TRY IT:
Give back the records in full, with every line exactly as it was.

EXERCISE DATA:

━━━━━━

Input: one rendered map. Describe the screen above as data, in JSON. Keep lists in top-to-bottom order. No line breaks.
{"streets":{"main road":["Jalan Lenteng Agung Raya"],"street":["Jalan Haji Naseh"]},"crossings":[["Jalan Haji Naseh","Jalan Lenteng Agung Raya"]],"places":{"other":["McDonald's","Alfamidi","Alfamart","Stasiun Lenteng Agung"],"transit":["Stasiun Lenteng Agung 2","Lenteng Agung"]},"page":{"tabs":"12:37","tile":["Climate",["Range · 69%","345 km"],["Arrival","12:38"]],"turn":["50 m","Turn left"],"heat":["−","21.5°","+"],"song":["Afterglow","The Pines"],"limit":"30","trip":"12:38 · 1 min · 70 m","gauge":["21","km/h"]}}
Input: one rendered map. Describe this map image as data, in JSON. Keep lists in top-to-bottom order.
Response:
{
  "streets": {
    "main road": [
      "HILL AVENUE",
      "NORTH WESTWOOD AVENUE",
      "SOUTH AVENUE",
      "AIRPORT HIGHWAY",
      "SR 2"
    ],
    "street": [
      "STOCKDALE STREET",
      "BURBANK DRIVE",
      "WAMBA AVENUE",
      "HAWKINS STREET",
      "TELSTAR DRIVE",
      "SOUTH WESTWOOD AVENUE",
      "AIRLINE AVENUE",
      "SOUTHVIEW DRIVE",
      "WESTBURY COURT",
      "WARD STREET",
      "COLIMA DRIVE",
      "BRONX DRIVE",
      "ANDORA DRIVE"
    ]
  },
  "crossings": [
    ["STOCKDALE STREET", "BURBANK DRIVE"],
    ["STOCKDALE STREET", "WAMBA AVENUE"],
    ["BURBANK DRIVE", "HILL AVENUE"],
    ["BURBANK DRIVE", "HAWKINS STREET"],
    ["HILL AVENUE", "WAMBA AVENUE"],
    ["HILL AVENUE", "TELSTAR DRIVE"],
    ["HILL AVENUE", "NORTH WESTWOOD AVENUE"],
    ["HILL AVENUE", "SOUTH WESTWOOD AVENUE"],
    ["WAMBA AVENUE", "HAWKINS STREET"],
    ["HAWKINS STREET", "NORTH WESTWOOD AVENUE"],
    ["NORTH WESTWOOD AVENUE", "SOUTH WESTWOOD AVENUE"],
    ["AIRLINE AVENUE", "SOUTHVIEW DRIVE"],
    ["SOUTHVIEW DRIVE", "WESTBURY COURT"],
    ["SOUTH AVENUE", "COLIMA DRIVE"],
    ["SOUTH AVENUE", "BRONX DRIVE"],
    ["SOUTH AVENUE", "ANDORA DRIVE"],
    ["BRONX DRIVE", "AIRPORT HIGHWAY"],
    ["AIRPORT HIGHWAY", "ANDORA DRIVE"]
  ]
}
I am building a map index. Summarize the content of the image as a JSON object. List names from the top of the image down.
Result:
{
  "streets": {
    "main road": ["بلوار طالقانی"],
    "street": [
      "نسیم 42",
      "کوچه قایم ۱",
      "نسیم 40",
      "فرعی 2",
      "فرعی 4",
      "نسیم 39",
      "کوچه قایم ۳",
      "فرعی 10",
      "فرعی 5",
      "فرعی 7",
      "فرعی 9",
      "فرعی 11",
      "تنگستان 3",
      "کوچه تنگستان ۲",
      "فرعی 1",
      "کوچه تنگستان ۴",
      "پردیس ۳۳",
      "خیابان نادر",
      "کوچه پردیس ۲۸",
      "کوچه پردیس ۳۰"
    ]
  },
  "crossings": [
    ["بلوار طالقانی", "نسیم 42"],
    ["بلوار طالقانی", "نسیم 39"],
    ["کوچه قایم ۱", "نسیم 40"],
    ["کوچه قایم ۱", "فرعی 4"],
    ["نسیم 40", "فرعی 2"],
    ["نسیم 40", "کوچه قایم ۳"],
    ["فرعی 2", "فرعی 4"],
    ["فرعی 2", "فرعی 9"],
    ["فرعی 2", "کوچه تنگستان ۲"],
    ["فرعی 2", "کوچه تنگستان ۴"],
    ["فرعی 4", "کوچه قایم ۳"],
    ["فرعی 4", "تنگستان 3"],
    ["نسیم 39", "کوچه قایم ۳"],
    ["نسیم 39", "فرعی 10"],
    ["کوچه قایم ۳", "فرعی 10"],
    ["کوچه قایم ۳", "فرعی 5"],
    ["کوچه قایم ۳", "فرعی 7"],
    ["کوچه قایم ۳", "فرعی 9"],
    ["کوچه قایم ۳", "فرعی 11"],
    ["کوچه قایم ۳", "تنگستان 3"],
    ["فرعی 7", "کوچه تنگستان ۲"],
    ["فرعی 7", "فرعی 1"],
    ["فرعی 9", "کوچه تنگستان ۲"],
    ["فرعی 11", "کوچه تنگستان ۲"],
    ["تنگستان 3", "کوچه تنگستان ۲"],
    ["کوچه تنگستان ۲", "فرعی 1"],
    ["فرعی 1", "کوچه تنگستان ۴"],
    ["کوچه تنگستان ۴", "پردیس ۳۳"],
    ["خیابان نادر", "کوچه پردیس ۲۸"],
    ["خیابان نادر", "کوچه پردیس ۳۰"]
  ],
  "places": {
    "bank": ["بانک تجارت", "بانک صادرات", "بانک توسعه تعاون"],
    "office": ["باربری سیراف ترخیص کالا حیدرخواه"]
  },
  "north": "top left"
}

━━━━━━

ANSWER BOX:
Input: one rendered map. Describe the screen above as data, in JSON. Keep lists in top-to-bottom order. No line breaks.
{"streets":{"main road":["Jalan Lenteng Agung Raya"],"street":["Jalan Haji Naseh"]},"crossings":[["Jalan Haji Naseh","Jalan Lenteng Agung Raya"]],"places":{"other":["McDonald's","Alfamidi","Alfamart","Stasiun Lenteng Agung"],"transit":["Stasiun Lenteng Agung 2","Lenteng Agung"]},"page":{"tabs":"12:37","tile":["Climate",["Range · 69%","345 km"],["Arrival","12:38"]],"turn":["50 m","Turn left"],"heat":["−","21.5°","+"],"song":["Afterglow","The Pines"],"limit":"30","trip":"12:38 · 1 min · 70 m","gauge":["21","km/h"]}}
Input: one rendered map. Describe this map image as data, in JSON. Keep lists in top-to-bottom order.
Response:
{
  "streets": {
    "main road": [
      "HILL AVENUE",
      "NORTH WESTWOOD AVENUE",
      "SOUTH AVENUE",
      "AIRPORT HIGHWAY",
      "SR 2"
    ],
    "street": [
      "STOCKDALE STREET",
      "BURBANK DRIVE",
      "WAMBA AVENUE",
      "HAWKINS STREET",
      "TELSTAR DRIVE",
      "SOUTH WESTWOOD AVENUE",
      "AIRLINE AVENUE",
      "SOUTHVIEW DRIVE",
      "WESTBURY COURT",
      "WARD STREET",
      "COLIMA DRIVE",
      "BRONX DRIVE",
      "ANDORA DRIVE"
    ]
  },
  "crossings": [
    ["STOCKDALE STREET", "BURBANK DRIVE"],
    ["STOCKDALE STREET", "WAMBA AVENUE"],
    ["BURBANK DRIVE", "HILL AVENUE"],
    ["BURBANK DRIVE", "HAWKINS STREET"],
    ["HILL AVENUE", "WAMBA AVENUE"],
    ["HILL AVENUE", "TELSTAR DRIVE"],
    ["HILL AVENUE", "NORTH WESTWOOD AVENUE"],
    ["HILL AVENUE", "SOUTH WESTWOOD AVENUE"],
    ["WAMBA AVENUE", "HAWKINS STREET"],
    ["HAWKINS STREET", "NORTH WESTWOOD AVENUE"],
    ["NORTH WESTWOOD AVENUE", "SOUTH WESTWOOD AVENUE"],
    ["AIRLINE AVENUE", "SOUTHVIEW DRIVE"],
    ["SOUTHVIEW DRIVE", "WESTBURY COURT"],
    ["SOUTH AVENUE", "COLIMA DRIVE"],
    ["SOUTH AVENUE", "BRONX DRIVE"],
    ["SOUTH AVENUE", "ANDORA DRIVE"],
    ["BRONX DRIVE", "AIRPORT HIGHWAY"],
    ["AIRPORT HIGHWAY", "ANDORA DRIVE"]
  ]
}
I am building a map index. Summarize the content of the image as a JSON object. List names from the top of the image down.
Result:
{
  "streets": {
    "main road": ["بلوار طالقانی"],
    "street": [
      "نسیم 42",
      "کوچه قایم ۱",
      "نسیم 40",
      "فرعی 2",
      "فرعی 4",
      "نسیم 39",
      "کوچه قایم ۳",
      "فرعی 10",
      "فرعی 5",
      "فرعی 7",
      "فرعی 9",
      "فرعی 11",
      "تنگستان 3",
      "کوچه تنگستان ۲",
      "فرعی 1",
      "کوچه تنگستان ۴",
      "پردیس ۳۳",
      "خیابان نادر",
      "کوچه پردیس ۲۸",
      "کوچه پردیس ۳۰"
    ]
  },
  "crossings": [
    ["بلوار طالقانی", "نسیم 42"],
    ["بلوار طالقانی", "نسیم 39"],
    ["کوچه قایم ۱", "نسیم 40"],
    ["کوچه قایم ۱", "فرعی 4"],
    ["نسیم 40", "فرعی 2"],
    ["نسیم 40", "کوچه قایم ۳"],
    ["فرعی 2", "فرعی 4"],
    ["فرعی 2", "فرعی 9"],
    ["فرعی 2", "کوچه تنگستان ۲"],
    ["فرعی 2", "کوچه تنگستان ۴"],
    ["فرعی 4", "کوچه قایم ۳"],
    ["فرعی 4", "تنگستان 3"],
    ["نسیم 39", "کوچه قایم ۳"],
    ["نسیم 39", "فرعی 10"],
    ["کوچه قایم ۳", "فرعی 10"],
    ["کوچه قایم ۳", "فرعی 5"],
    ["کوچه قایم ۳", "فرعی 7"],
    ["کوچه قایم ۳", "فرعی 9"],
    ["کوچه قایم ۳", "فرعی 11"],
    ["کوچه قایم ۳", "تنگستان 3"],
    ["فرعی 7", "کوچه تنگستان ۲"],
    ["فرعی 7", "فرعی 1"],
    ["فرعی 9", "کوچه تنگستان ۲"],
    ["فرعی 11", "کوچه تنگستان ۲"],
    ["تنگستان 3", "کوچه تنگستان ۲"],
    ["کوچه تنگستان ۲", "فرعی 1"],
    ["فرعی 1", "کوچه تنگستان ۴"],
    ["کوچه تنگستان ۴", "پردیس ۳۳"],
    ["خیابان نادر", "کوچه پردیس ۲۸"],
    ["خیابان نادر", "کوچه پردیس ۳۰"]
  ],
  "places": {
    "bank": ["بانک تجارت", "بانک صادرات", "بانک توسعه تعاون"],
    "office": ["باربری سیراف ترخیص کالا حیدرخواه"]
  },
  "north": "top left"
}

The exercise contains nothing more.